RECORD EXCERPTS >>

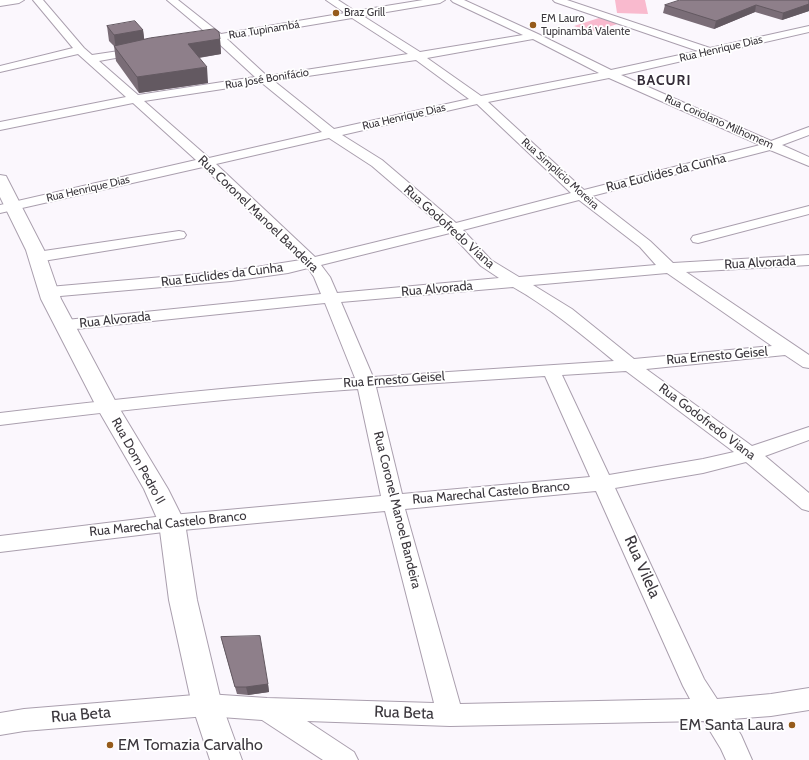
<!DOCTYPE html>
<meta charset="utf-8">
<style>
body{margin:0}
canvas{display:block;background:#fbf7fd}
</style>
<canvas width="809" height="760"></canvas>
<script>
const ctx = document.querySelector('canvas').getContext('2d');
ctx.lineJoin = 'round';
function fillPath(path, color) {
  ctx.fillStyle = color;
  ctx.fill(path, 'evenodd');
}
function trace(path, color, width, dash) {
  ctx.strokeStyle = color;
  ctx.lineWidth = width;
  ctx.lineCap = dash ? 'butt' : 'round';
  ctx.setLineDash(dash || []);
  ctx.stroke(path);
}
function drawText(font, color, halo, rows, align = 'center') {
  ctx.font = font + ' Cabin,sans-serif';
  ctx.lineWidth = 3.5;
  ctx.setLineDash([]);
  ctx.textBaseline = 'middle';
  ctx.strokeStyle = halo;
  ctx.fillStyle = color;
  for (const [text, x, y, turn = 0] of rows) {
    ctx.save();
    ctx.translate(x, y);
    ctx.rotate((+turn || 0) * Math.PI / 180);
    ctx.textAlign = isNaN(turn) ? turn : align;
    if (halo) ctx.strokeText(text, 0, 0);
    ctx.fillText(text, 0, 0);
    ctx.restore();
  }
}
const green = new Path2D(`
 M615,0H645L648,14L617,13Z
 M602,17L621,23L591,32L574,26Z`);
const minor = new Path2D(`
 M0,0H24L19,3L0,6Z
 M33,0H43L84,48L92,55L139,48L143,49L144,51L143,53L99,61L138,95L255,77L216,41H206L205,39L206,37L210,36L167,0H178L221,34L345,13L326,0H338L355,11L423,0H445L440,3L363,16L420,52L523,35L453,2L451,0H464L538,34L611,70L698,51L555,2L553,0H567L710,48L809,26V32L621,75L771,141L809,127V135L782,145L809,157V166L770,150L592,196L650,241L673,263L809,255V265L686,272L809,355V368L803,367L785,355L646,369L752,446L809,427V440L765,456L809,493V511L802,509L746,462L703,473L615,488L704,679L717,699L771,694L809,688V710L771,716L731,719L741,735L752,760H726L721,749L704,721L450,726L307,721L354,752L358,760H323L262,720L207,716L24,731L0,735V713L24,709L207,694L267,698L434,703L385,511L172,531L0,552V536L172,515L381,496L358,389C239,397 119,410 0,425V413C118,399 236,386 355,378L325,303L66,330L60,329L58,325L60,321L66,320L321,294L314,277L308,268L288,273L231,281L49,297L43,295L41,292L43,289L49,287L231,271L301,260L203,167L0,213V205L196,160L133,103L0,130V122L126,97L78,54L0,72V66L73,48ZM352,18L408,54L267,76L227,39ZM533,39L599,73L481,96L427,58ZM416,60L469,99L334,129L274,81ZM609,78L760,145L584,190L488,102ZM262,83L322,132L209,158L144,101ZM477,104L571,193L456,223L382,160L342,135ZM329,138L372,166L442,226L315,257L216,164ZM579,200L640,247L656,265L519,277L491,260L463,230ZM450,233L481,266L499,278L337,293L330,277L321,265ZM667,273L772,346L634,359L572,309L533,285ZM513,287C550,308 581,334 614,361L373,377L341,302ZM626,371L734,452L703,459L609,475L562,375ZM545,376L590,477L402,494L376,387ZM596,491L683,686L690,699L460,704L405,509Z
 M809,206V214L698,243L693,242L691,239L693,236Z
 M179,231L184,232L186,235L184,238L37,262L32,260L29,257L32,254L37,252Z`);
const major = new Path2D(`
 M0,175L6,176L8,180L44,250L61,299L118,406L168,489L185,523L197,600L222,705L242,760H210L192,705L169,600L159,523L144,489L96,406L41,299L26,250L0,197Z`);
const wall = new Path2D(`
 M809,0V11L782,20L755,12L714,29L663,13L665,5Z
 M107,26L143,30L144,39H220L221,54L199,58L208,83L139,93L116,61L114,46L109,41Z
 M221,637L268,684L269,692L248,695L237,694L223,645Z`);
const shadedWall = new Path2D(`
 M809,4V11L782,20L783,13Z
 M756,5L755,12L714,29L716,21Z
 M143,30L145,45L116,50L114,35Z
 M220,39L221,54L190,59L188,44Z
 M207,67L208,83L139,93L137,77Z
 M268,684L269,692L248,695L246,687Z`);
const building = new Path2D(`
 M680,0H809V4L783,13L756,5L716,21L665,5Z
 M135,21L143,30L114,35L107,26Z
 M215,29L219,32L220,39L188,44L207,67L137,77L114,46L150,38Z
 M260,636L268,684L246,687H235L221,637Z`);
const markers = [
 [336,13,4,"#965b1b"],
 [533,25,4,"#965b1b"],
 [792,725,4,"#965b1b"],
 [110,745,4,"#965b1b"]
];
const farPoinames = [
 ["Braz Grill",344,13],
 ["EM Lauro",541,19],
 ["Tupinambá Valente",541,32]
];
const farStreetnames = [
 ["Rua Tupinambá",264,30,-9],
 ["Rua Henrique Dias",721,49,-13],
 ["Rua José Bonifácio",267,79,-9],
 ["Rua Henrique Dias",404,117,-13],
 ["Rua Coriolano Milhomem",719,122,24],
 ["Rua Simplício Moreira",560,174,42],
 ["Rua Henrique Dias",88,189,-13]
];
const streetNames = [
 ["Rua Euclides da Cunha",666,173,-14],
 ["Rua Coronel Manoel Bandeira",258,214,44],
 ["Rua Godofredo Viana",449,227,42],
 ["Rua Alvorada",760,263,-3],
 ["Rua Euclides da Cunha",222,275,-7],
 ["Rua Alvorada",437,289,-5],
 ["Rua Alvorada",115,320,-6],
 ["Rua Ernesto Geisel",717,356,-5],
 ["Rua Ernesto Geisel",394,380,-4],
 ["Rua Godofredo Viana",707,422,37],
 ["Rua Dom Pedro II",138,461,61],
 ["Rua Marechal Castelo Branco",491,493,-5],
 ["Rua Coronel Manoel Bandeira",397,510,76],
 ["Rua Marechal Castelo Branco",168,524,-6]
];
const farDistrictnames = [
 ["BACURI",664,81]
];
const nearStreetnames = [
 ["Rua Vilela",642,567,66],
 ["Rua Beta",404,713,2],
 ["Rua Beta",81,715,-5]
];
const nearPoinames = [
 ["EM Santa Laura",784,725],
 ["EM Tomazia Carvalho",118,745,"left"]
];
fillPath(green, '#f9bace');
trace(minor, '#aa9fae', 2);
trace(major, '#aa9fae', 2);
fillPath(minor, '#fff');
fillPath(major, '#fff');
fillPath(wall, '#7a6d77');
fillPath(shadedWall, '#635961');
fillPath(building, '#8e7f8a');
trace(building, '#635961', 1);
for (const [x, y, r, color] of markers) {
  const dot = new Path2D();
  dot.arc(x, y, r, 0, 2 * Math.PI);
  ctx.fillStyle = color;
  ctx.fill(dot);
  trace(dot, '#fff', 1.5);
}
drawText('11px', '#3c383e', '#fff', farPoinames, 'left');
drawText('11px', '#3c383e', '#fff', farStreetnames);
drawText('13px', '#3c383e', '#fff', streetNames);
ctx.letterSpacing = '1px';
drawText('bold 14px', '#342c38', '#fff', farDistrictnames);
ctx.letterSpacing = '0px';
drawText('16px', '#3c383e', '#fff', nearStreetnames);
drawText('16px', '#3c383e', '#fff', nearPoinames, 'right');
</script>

TASK TO CARRY OUT >>
Would you retype exactly the lines above, from the line with "function fillPath(path, color)" to the line with "M0,0H24L19,3L0,6Z", with both end lines kept and nothing more?

ANSWER BOX >>
function fillPath(path, color) {
  ctx.fillStyle = color;
  ctx.fill(path, 'evenodd');
}
function trace(path, color, width, dash) {
  ctx.strokeStyle = color;
  ctx.lineWidth = width;
  ctx.lineCap = dash ? 'butt' : 'round';
  ctx.setLineDash(dash || []);
  ctx.stroke(path);
}
function drawText(font, color, halo, rows, align = 'center') {
  ctx.font = font + ' Cabin,sans-serif';
  ctx.lineWidth = 3.5;
  ctx.setLineDash([]);
  ctx.textBaseline = 'middle';
  ctx.strokeStyle = halo;
  ctx.fillStyle = color;
  for (const [text, x, y, turn = 0] of rows) {
    ctx.save();
    ctx.translate(x, y);
    ctx.rotate((+turn || 0) * Math.PI / 180);
    ctx.textAlign = isNaN(turn) ? turn : align;
    if (halo) ctx.strokeText(text, 0, 0);
    ctx.fillText(text, 0, 0);
    ctx.restore();
  }
}
const green = new Path2D(`
 M615,0H645L648,14L617,13Z
 M602,17L621,23L591,32L574,26Z`);
const minor = new Path2D(`
 M0,0H24L19,3L0,6Z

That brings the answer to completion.